There is no need to panic when a light fixture you want to install is equipped with single-color or clear wire insulation. In such cases, the fixture will have only two insulated wires intended for the circuit and may or may not have a grounding wire. This type of fixture is probably older or may be antique, but it can be wired safely and easily connect to your standard house circuitry.
Things You'll Need
- Utility knife or wire strippers
- Wire nuts
- Vinyl electrician's tape
Inspect the light fixture to ensure that it is safe to use. Do not attempt to install a fixture with frayed or cracked wires, a broken or loose socket, or missing parts.
Turn the electrical power off to the circuit the fixture is being installed on. The lighting circuit will be controlled by a breaker switch or fuse within the home's main electrical panel.
Extract and separate the two insulated wires from the light fixture. Remove about 1/2-inch of wire insulation from both wires using a utility knife or wire strippers.
Connect one of the wires from the fixture to the black circuit wire from the junction box and secure the ends together with a wire nut.
Connect the second wire from the fixture to the white circuit wire from the junction box and secure the ends together with a wire nut. Wrap the connections with a short strip of electrical tape to ensure that the wire nuts are held in place.
Connect the copper ground wire to the ground screw on the fixture, if applicable, or to one of the two junction box screws. This will ground the fixture to the box when it's secured in place.
Secure the base of the fixture to the junction box using junction box screws into the threaded tabs. For center post mounted light fixtures, attach the center post bracket to the junction box and feed the threaded center post through the hole in the fixture base to secure in place.

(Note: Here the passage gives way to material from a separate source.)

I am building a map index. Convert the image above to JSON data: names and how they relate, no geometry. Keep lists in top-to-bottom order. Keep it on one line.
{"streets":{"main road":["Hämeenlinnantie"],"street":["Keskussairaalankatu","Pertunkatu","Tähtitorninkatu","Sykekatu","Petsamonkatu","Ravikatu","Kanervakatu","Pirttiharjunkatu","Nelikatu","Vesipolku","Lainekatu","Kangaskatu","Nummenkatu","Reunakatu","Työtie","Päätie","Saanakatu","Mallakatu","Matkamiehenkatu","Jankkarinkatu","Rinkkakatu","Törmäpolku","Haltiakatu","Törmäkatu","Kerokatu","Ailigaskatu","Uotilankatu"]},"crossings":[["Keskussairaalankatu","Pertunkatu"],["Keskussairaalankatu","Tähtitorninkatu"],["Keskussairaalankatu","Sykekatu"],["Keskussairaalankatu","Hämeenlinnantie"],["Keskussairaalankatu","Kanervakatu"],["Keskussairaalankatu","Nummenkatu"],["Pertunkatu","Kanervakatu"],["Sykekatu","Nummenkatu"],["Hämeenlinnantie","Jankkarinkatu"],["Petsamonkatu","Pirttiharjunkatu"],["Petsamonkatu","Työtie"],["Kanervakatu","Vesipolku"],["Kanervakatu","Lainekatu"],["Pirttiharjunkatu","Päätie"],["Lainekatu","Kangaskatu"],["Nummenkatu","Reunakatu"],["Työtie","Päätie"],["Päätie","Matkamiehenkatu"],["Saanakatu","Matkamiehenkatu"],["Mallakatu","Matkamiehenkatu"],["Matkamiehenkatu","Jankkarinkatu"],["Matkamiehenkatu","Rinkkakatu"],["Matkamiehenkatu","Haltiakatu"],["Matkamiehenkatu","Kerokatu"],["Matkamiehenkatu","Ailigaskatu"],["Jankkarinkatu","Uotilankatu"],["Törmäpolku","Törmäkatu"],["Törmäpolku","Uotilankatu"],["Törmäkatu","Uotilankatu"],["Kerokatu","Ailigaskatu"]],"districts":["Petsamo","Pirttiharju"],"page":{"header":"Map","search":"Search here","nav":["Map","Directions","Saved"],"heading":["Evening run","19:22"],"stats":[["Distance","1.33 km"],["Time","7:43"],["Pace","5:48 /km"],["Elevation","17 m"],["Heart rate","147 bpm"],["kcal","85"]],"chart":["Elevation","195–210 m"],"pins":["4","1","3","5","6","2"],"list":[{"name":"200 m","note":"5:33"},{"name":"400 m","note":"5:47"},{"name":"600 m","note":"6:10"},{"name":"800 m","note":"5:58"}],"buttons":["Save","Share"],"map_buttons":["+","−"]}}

Turn the power on to the fixture's circuit.
Tips & Warnings
- Basic household wiring projects are simple to complete without professional help, but caution must be taken to ensure safety from electrical shocks by confirming that the power has been terminated at the main power source prior to starting the project and insulated tools are used throughout. If you are not confident in the necessary precautions or do not fully understand the wiring involved, enlist a licensed electrician to complete the work.